§ WHAT YOU SHOULD DO: Read through the entries below and return each line with the word "white".

(Saved entries)
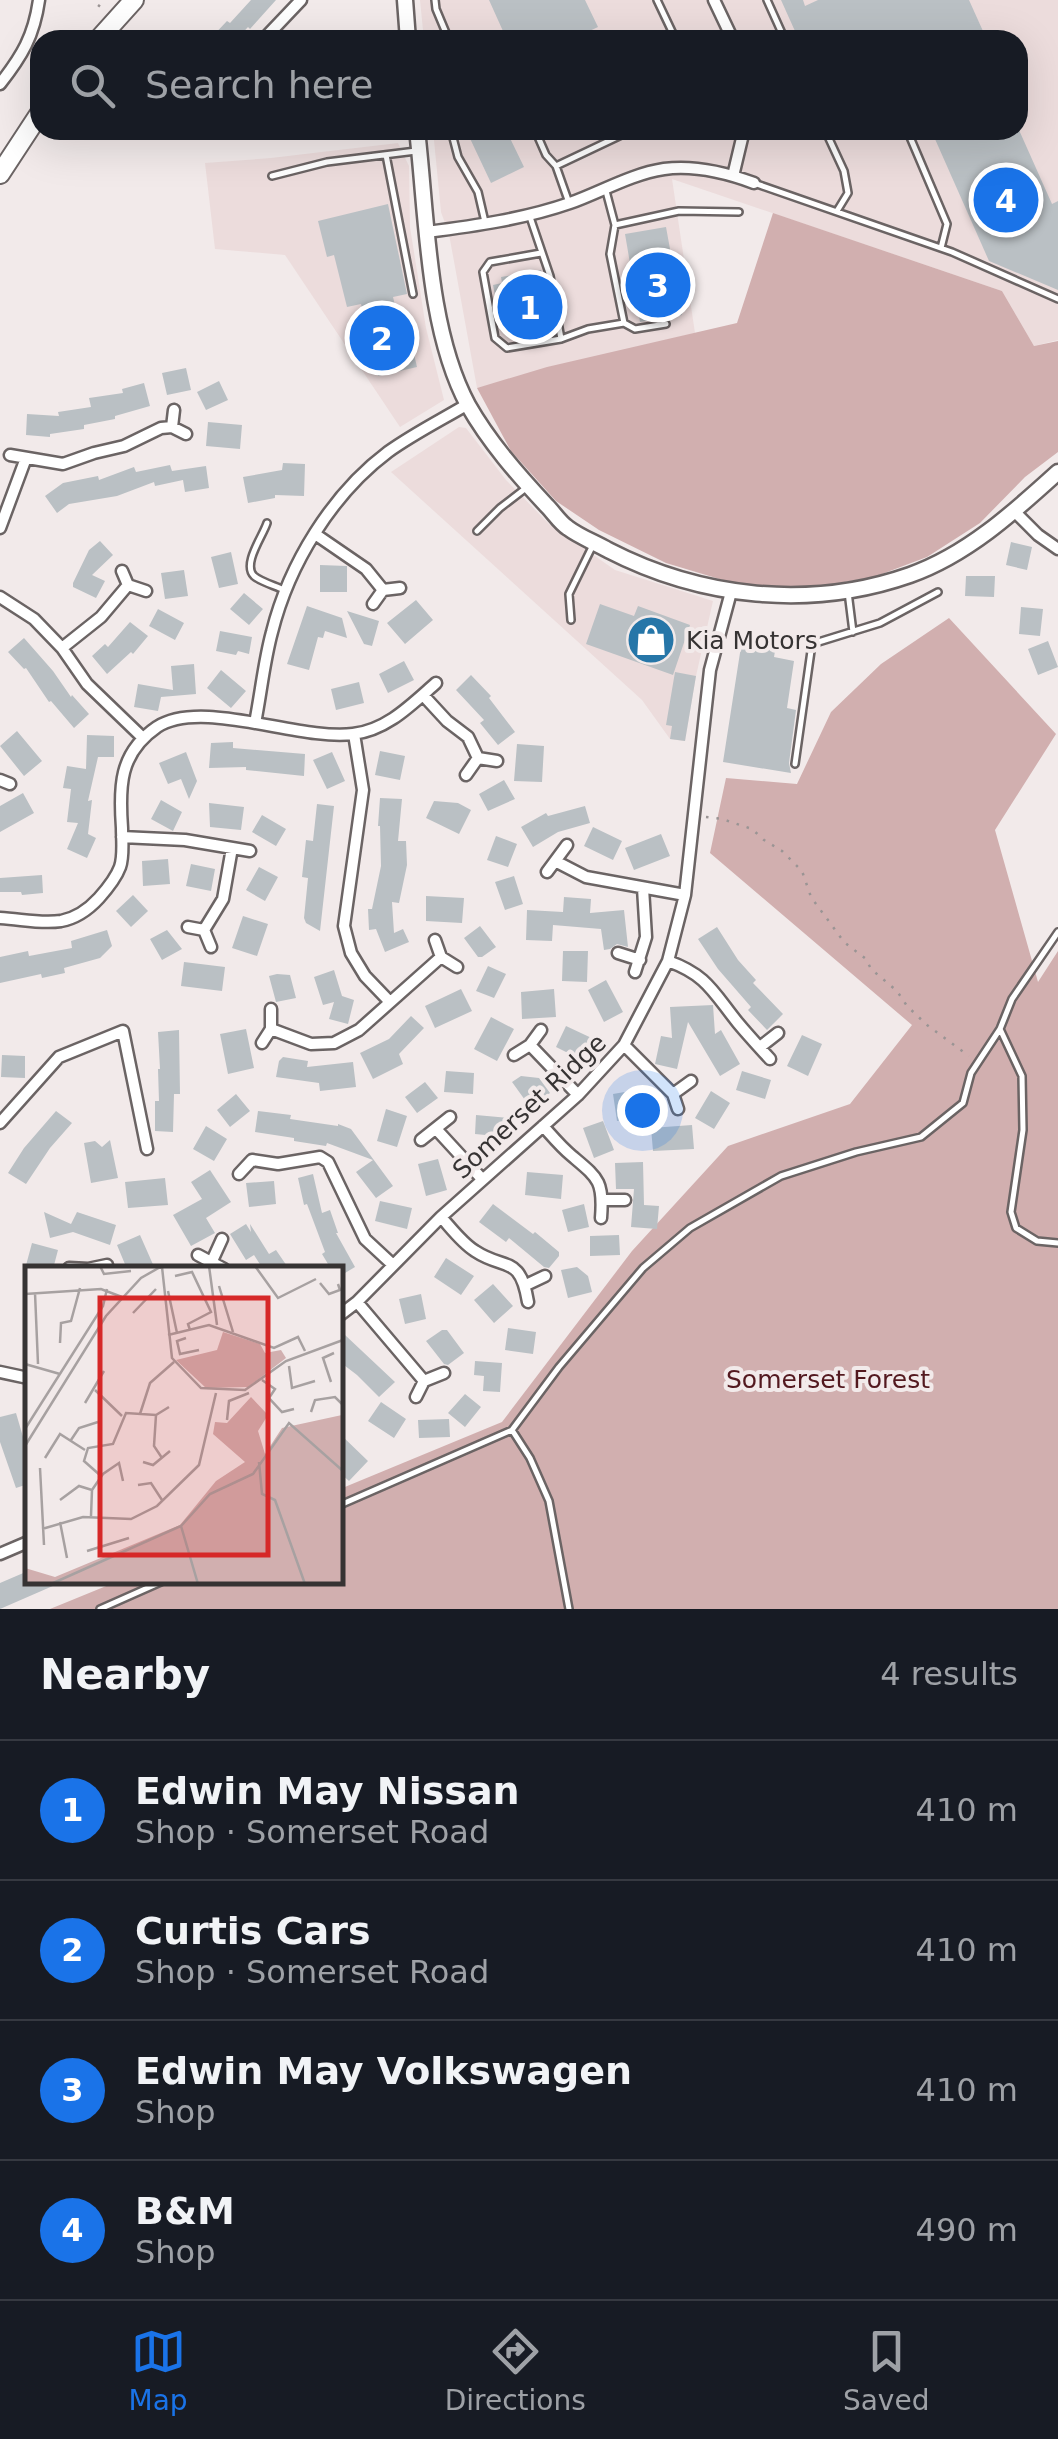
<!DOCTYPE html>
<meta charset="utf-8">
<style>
:root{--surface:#171b24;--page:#242831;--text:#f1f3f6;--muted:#9ea1a6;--line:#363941;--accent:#1a73e8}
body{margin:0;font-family:"DejaVu Sans",sans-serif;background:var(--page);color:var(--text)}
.you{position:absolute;left:642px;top:1110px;width:35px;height:35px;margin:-25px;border:8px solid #fff;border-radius:50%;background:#1a73e8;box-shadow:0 0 0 15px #1a73e833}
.badge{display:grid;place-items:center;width:65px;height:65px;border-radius:50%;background:var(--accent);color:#fff;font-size:32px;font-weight:700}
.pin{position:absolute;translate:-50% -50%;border:5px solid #fff;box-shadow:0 2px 10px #0006}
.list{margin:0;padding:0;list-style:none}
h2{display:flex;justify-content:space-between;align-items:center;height:130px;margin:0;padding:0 40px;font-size:42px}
h2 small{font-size:32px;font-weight:400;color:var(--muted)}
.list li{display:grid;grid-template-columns:65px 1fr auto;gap:30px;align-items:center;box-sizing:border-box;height:140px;padding:0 40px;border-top:2px solid var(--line)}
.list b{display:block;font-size:38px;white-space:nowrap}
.list p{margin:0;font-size:32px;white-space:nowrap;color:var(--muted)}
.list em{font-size:32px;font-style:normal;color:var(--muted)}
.icon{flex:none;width:55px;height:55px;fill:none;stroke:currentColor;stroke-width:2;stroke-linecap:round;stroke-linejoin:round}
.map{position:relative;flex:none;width:1058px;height:1609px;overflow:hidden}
.search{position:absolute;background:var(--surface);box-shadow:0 10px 40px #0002;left:30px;right:30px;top:30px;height:110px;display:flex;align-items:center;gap:25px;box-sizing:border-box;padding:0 35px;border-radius:30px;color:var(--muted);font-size:38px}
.sheet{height:690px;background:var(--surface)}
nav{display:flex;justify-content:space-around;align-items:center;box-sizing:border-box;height:140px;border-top:2px solid var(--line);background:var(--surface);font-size:28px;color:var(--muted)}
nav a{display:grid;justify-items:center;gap:5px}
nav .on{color:var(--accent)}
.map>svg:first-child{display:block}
.built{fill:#ecdcdc}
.green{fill:#d1afaf}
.building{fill:#bac0c4}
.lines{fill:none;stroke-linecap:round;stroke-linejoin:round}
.service-casing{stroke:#6b6464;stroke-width:10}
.minor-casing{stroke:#6b6464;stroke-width:15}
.tertiary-casing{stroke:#6b6464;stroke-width:19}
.trunk-casing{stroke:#6b6464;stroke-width:22}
.path{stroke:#9a9494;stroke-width:2.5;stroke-dasharray:2.5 8;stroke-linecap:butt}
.service{stroke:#fff;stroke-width:5}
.minor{stroke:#fff;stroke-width:10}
.tertiary{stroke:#fff;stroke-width:14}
.trunk{stroke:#fff;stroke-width:18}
.labels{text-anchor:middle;stroke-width:8;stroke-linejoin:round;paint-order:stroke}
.poi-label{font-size:25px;fill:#363333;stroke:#f2eaea;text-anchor:start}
.street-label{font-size:25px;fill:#363333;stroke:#f2eaea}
.park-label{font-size:25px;fill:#53191f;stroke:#f2eaea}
.inset-road{fill:none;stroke:#a7a1a1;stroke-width:2.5}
.view{fill:#d62828;fill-opacity:0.15;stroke:#d62828;stroke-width:5}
.inset-edge{fill:none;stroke:#363333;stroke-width:5}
</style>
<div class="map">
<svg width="1058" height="1609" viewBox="0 0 1058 1609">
<rect width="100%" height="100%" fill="#f2eaea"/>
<path class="built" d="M420,0h638v340l-24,6 -32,-55 -330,-112 23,154 -218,55 -28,-154 -8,-22 -8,-82h585v-90h-594z
M398,143l11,23 1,61 16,101 18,72 -44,27 -115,-172 -70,-6 -10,-86 66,-5z
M459,427l7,1 40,52 43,44 66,46 98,31 -17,75 -11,65 -15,-2 -28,-39 -251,-228z"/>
<path class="green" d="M773,213l229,78 32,55 24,-5v111l-33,25 -45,46 -53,34 -53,20 -59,10h-69l-80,-24 -67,-33 -43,-29 -45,-50 -34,-63 70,-21 190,-44z
M949,618l107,116 -61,96 43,152 20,-31v658h-1008l66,-27h224v-93l162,-67 130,-171 96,-105 122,-42 62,-79 -202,-172 16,-75 71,6 34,-72 50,-48z"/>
<path class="building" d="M251,0h25l-26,29 -2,-2 -12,13h-27l18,-19 3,2z
M489,0h96l13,27 -17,8 3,5h-77z
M781,0h22l2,6 13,-6h151l18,40h-188z
M466,130h40l18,37 -33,16z
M931,130h88l33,74 6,-3v89l-69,-29z
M388,204l19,90 -14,3 8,33 7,-2 9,39 -39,9 -17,-72 -14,3 -13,-52 -7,2 -9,-36z
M666,227l16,88 -42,7 -15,-88z
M541,270l12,60 -40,7 -4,-28 -11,2 -5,-26 9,-2 -1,-6z
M186,368l5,22 -24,5 -5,-22z
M219,381l9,19 -22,10 -9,-18z
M144,383l6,23 -35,10v3l-31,6v4l-34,5v3l-24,-2 1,-21 32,2 -1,-4 33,-5 -2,-9 34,-5 -1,-4z
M208,422l34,3 -2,24 -34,-3z
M283,463l22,1 -1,32 -29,-1v3l-27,5 -5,-26 39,-7z
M170,465l2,6 34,-5 3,22 -24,4 -2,-12 -28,6 -1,-4 -37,14 -48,8 -12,9 -12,-17 18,-13 35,-7 1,4 35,-13 2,5z
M100,541l13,14 -21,20 13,6 -9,17 -23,-11v-4l16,-33z
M1011,542l21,5 -5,23 -21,-5z
M231,552l7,32 -19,4 -8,-31z
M320,565l27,1v26h-27z
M184,570l4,26 -23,3 -4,-26z
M966,576h29l-1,21 -29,-1z
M244,593l19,16 -14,16 -19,-16z
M416,600l17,20 -28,24 -18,-21z
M600,604l34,12 4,-10 52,19 -17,50 -87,-31z
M307,606l35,12 5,20 -22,-7 -2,7 -5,-1 -9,33 -22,-6z
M1021,607l22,2 -3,27 -21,-2z
M158,609l26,14 -9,17 -26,-14z
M347,611l32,10 -7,25 -8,-2z
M130,622l18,14 -15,18 -2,-2 -24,22 -15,-18 13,-12 3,3z
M220,631l32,6 -3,17 -11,-3 -2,4 -20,-4z
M24,638l29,33 18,26 1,-2 17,19 -15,14 -23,-27 -2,1 -23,-34 -2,1 -16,-17z
M742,640l34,5 -2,12 20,4 -7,47 9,2 -7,53 2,10 -68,-11z
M1048,641l10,26 -20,8 -10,-26z
M404,661l10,19 -26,13 -9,-19z
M194,664l2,30 -35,3 -3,14 -24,-4 4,-23 35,6 -2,-24z
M221,670l25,21 -15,17 -24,-20z
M675,672l21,4 -11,65 -15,-2 2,-13 -6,-1z
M471,675l20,21 -2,2 26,34 -17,13 -18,-22 4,-3 -28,-30z
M359,682l5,21 -28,7 -5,-21z
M17,731l25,30 -18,15 -24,-30z
M87,735l27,1v21h-16l-10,44 4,-1 -4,34 8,4 -9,20 -20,-9 11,-26 -11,-1 4,-33 -8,-1 4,-22 19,3z
M233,742v6l72,6 -1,22 -58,-6v-3l-37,1 2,-25z
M517,744l27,2 -2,36 -28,-1z
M380,751l25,5 -5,24 -25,-5z
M186,752l11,29 -8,18 -8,-20 -13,5 -9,-21z
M332,752l13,29 -18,8 -14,-29z
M504,780l11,19 -27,12 -9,-17z
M23,793l11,20 -34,19v-26z
M380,798l22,1 -4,42h8l1,24 -8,38 -7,-1 2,31 9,-4 6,13 -24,10 -9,-23 -7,1 -1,-21h4l9,-43 -1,-40h-2z
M161,800l21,12 -9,19 -22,-12z
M434,801l24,2 13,7 -12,24 -33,-16z
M209,803l35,4 -3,23 -31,-3z
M317,804l17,2 -14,125 -14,-8 -2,-5 4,-40 -6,-1 4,-37 7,1z
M585,806l5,17 -32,9 -25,15 -12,-20 25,-14 2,3z
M262,815l24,14 -10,17 -24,-14z
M593,827l29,14 -9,19 -29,-14z
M661,834l9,22 -36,14 -9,-22z
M496,836l21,8 -9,23 -21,-7z
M168,859l2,25 -27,2 -1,-25z
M191,864l24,5 -4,22 -25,-5z
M259,867l19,10 -13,24 -19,-11z
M42,875l1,18 -21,2 -1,-3h-21v-14z
M514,876l9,28 -18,6 -10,-28z
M133,895l15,16 -17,16 -15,-16z
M426,896l38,2 -2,25 -36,-2z
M564,897l27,2 -1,14 34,-3 4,37 -11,-3 -7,5 -6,1 -3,-21 -48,-4 -1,16 -26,-1 1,-30 36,2z
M243,916l25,8 -11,32 -25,-8z
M480,926l16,21 -14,10h-4l-14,-19z
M717,927l21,33 18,20 -3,3 30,31 -16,16 -19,-20 3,-3 -33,-38 -20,-30z
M107,930l5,16 -12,12 -36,10 1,5 -23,5 -1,-4 -41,9v-26l28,-6 1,5 43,-8 -1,-7z
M167,930l15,19 -20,11 -12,-21z
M563,951h25l-1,31 -25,-1z
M184,962l41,5 -3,24 -41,-5z
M488,966l18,8 -12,24 -18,-7z
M334,970l8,26 12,4 -6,24 -19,-5 5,-17 -11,3 -9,-28z
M277,974l13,1 6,23 -20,4 -7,-26z
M606,980l17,32 -19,10 -16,-32z
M461,989l11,22 -37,17 -10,-22z
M554,989l2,28 -34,2 -1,-27z
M713,1005l2,29 6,-4 19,34 -20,12 -32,-54 -11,47 -22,-5 6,-28 11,2 -2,-31z
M411,1016l13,12 -25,26 4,10 -30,15 -13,-26 29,-14z
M491,1017l23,12 -17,32 -23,-12z
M566,1026l32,15 -10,22 -32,-16z
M246,1029l8,39 -26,6 -8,-40z
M179,1030l1,64h-6l-1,38 -18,-1v-30h4l-1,-32h2l-2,-37z
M802,1035l20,9 -14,32 -21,-10z
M2,1055l23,1v22l-24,-1z
M283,1057l25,4 -1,6 46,-5 3,25 -36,4 -1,-8 -43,-6 3,-16z
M446,1071l28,2 -1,21 -29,-2z
M742,1071l29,9 -6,19 -29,-9z
M521,1076l18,2 11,15 -20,14 -18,-25z
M425,1082l13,16 -21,15 -12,-16z
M648,1088l5,26 -36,7 -4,-27z
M711,1091l19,12 -16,26 -19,-11z
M236,1094l14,17 -20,16 -13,-17z
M386,1109l21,7 -10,31 -20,-6z
M56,1111l16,12 -22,25 -24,36 -18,-11 16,-25z
M258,1111l33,4 -1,4 48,7v-2l13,5 42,57 -17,12 -20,-26 17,-12 -46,-17 -1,3 -32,-5v-3l-39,-6z
M476,1115l33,3 -2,19 -32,-3z
M603,1121l11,29 -20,8 -11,-30z
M692,1125l2,24 -41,2 -2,-23z
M206,1126l21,13 -13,22 -21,-12z
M110,1140l8,38 -27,5 -7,-40 11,-2 7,6z
M438,1159l9,31 -21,6 -8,-32z
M643,1162l1,43 15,1 -2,23 -26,-2 3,-38h-18l-1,-26z
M210,1170l21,32 -25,16 9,15 -24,13 -18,-31 29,-16 -11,-17z
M527,1172l36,3 -2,24 -36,-4z
M313,1174l9,39 8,-3 8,23h-2l19,34 -15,9v-7h-9l-9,-15 3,-2 -18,-48 -3,1 -6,-27z
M165,1178l3,27 -40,3 -3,-26z
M274,1181l2,23 -27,3 -3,-24z
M380,1201l32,7 -5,21 -32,-8z
M493,1204l40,30 2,-2 24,20v4l-10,12 -5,-1 -35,-29 -3,4 -27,-20z
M584,1204l5,23 -21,5 -6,-22z
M44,1212l27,12 6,-12 39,13 -6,20 -37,-13 -23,6z
M246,1224l5,8 -1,-8 19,30 7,-4 13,19h-26l-9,-14 -8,5 -16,-26z
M140,1235l15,34h-28l-10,-24z
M619,1235l1,20 -30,1v-20z
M32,1243l26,7 -5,19h-28z
M446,1258l28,18 -13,19 -27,-18z
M577,1267l11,9 4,16 -24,6 -7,-28z
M493,1284l20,22 -19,17 -20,-23z
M421,1294l5,25 -21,5 -6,-25z
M508,1328l28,4 -3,22 -28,-4z
M442,1330h5l17,23 -16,12 -4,-1 -18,-23z
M345,1335l50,47 -16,15 -22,-22 -17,-13v-21z
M475,1361l27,2 -2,29 -17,-1 1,-15 -10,-1z
M465,1394l16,13 -16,20 -17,-14z
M381,1402l25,17 -12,19 -26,-17z
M16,1413l12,41v30l-12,4 -16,-46v-25z
M449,1419l1,18 -31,1 -1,-18z
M340,1434l28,27 -19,20 -9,-8z
M28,1571v11h34l-62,27v-26z"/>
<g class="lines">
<g class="service-casing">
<path id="service" d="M435,0l1,9 13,31
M657,0l19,40
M767,0l18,40
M451,130l7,27 20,35 7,30
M535,130l11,25 10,11
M825,130l19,41 4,22 -11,18
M907,130l40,94 -6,24
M386,155l27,139
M272,176l55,-14 89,-11
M754,183l198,69 106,47
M606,191l9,34 -5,29 14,69 11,6 31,-5
M568,200l-12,-34 76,-36
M530,217l20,59 11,63
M615,225l64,-14 60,1
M541,253l-51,9 -7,10 12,66 12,10 54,-9 27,-10 36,-6
M267,523c-4,13 -25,41 -13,53 7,6 22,10 30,14
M477,531l23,-23 26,-20
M848,592l5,40
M571,620l-2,-26 24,-49
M795,764l17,-120 68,-21 58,-31
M1000,1029l22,47 1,54 -12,82 5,16 21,13 21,2
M512,1430l18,28 19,43 20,108
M340,1505l172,-75 47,-63 84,-99 47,-40 91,-52 75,-24 65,-15 42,-34 8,-30 29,-44 12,-30 46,-67
M100,1609l61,-27"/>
</g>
<g class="minor-casing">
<path id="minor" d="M714,0l19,40
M263,40l38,-40
M0,84c22,-28 34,-48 39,-84
M733,176l11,-46
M427,232c47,-6 97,-13 143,-29 31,-11 61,-29 94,-34 29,-4 63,4 90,14
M172,427l2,-17
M10,455l53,9 31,-11 30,-7 37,-18 11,-1 14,7
M1014,511l24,24 20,14
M0,528l26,-70
M315,534l51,35 17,21
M122,571l6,14 18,6
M0,597l34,22 28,29 25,36 55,53
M373,604l10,-14 17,-2
M62,648l39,-31 27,-32
M423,695l24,26 21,16 10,21
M255,723c6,-30 9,-62 17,-91 17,-68 60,-138 116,-180 25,-18 53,-32 80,-48
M354,734l9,56 -19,136 7,27 14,23 24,25
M466,775l12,-17 19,3
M0,780l10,4
M122,837l63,3 65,11
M557,862l29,15 99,18
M547,872l20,-27
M0,918c21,1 40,6 61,3 16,-3 27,-11 38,-23 8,-9 17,-20 21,-31 4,-11 2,-27 2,-39 -3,-41 -3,-75 35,-101 45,-29 142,14 196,7 34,-4 58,-29 83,-51
M188,927l16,3 7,17
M204,930l19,-31 9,-51
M435,940l6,17 16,10
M618,953l22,7
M668,961c39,14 45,31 70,62 10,12 21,24 32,36
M635,972l11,-35 -3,-49
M271,1029l40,15 23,-1 25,-13 82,-73
M262,1043l9,-14v-20
M530,1045l48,50
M624,1045l49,49 5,15
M760,1047l18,-14
M514,1055l16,-10 11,-15
M673,1094l18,-13
M0,1123l59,-66 64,-26 24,118
M543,1126c9,10 18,21 29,30 26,22 32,25 29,62
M437,1130l45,49
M421,1140l29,-23
M239,1174l13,-14 26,4 42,-7 8,5 37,77 28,26
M603,1200h22
M441,1217c10,11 21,26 34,34 30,20 45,3 53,51
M198,1255l26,14
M212,1261l10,-22
M69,1268l19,1 19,-4
M526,1285l19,-9
M357,1302l67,79
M340,1315l17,-13 84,-85 137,-122 46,-50 44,-84 17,-66 25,-225 21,-78
M0,1372l28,6
M416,1397l8,-16 20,-8
M0,1554l28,-12"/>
</g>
<g class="tertiary-casing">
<path id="tertiary" d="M405,0l3,40
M417,130c10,85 10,199 51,275 21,37 50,70 79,101 7,7 13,17 21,22 12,9 28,15 40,22 93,48 202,60 302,25 57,-20 104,-63 148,-103"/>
</g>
<g class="trunk-casing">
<path id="trunk" d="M98,40l36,-40
M0,174l40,-61"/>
</g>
<path class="path" d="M98,5l8,6
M706,817l16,2 30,10 12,11 18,11 20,20 9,26 33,45 22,17 5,10 26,22 10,15 20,19 42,31"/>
<use href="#service" class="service"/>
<use href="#minor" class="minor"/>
<use href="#tertiary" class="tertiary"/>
<use href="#trunk" class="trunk"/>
</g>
<defs>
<g id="shop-disc" transform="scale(2.5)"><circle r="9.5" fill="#2676a8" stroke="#f2eaea"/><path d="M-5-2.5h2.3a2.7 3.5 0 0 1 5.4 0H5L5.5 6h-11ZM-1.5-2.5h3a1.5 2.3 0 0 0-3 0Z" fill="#fff"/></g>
</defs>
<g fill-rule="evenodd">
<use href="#shop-disc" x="651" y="640"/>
</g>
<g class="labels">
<g class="poi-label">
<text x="686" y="649">Kia Motors</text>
</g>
<g class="street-label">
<text transform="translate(529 1106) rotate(-43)" y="9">Somerset Ridge</text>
</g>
<g class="park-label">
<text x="828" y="1388">Somerset Forest</text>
</g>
</g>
<g transform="translate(25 1266)">
<rect width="318" height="318" fill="#f2eaea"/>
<path d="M198,66l37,12 5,9 16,-3 5,8 -38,29 -42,1 -30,-28 41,-10zM226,131l17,18 -10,16 7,23 17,-26 60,-13v168l-317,1v-16l30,9 125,-52 36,-44 29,-19 -32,-28 2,-12 12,1z" fill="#d1afaf"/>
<path class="inset-road" d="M75,0l4,8 27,-3M184,0l8,59M230,0l23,32 38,-19M137,1l10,91 29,30 44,2 41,-29 57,-21M150,10l17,-4 19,40 -23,12 2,6M295,17l9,11 11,-4 -2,-6M194,20l14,46M143,25l9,42M10,27l3,71M0,28l76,-5 21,8M108,47l23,-24M143,69l41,-10 65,23 24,-11 7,14M161,72l-9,3 3,13 19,-4M35,77l1,-20 10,-2 9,-33M0,98l35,10M264,100l3,22 23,-7M237,114l13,9 -6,9 13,14 12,-3M306,116l-8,-24 11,-5M70,124l27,26M60,137l19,-32M286,146l4,-12 20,-3 8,8M115,148l10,-31 24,-21M131,149l-2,31 8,12M202,154l2,-19 20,-8M0,163l78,-123 4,-17M46,174l8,-12 19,-6M0,180l81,-130 35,-38 21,-12M20,192l15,-24 25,16M118,196l10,3 17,-14M234,196l3,32 13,6 30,84M15,202l4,77M76,210l-17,-15 4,-13 25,-4 13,-31 30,2 13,-8M113,219l13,-2 11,17M35,234l19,-14 13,4M66,250l1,-26 11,-16 16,-11 4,18M35,256l7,36M156,260l17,58M17,263l41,-12 48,2 26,-13 42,-41 17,-72M62,285l42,-13M26,318l130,-58 29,-32 43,-20 36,-51 54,48"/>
<path class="view" d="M75,32h168v257h-168z"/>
<rect width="318" height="318" class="inset-edge"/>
</g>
</svg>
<div class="you"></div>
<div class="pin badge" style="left:530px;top:307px">1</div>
<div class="pin badge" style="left:382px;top:338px">2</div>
<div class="pin badge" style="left:658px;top:285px">3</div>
<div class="pin badge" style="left:1006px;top:200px">4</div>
<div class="search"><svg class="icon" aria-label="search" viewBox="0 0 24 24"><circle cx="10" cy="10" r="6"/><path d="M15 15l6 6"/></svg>Search here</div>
</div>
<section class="sheet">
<h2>Nearby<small>4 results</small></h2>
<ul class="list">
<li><span class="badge">1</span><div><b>Edwin May Nissan</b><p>Shop · Somerset Road</p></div><em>410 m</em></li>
<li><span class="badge">2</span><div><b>Curtis Cars</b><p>Shop · Somerset Road</p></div><em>410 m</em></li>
<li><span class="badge">3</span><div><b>Edwin May Volkswagen</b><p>Shop</p></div><em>410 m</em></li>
<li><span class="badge">4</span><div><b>B&amp;M</b><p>Shop</p></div><em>490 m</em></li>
</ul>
</section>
<nav>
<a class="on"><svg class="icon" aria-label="map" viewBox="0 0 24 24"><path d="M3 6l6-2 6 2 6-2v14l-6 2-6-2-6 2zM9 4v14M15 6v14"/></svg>Map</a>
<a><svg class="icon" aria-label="directions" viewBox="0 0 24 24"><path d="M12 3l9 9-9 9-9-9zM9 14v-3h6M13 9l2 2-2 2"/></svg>Directions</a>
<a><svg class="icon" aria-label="saved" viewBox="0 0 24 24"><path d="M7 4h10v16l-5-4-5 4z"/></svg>Saved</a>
</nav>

§ FINISHED EXERCISE:
.list b{display:block;font-size:38px;white-space:nowrap}
.list p{margin:0;font-size:32px;white-space:nowrap;color:var(--muted)}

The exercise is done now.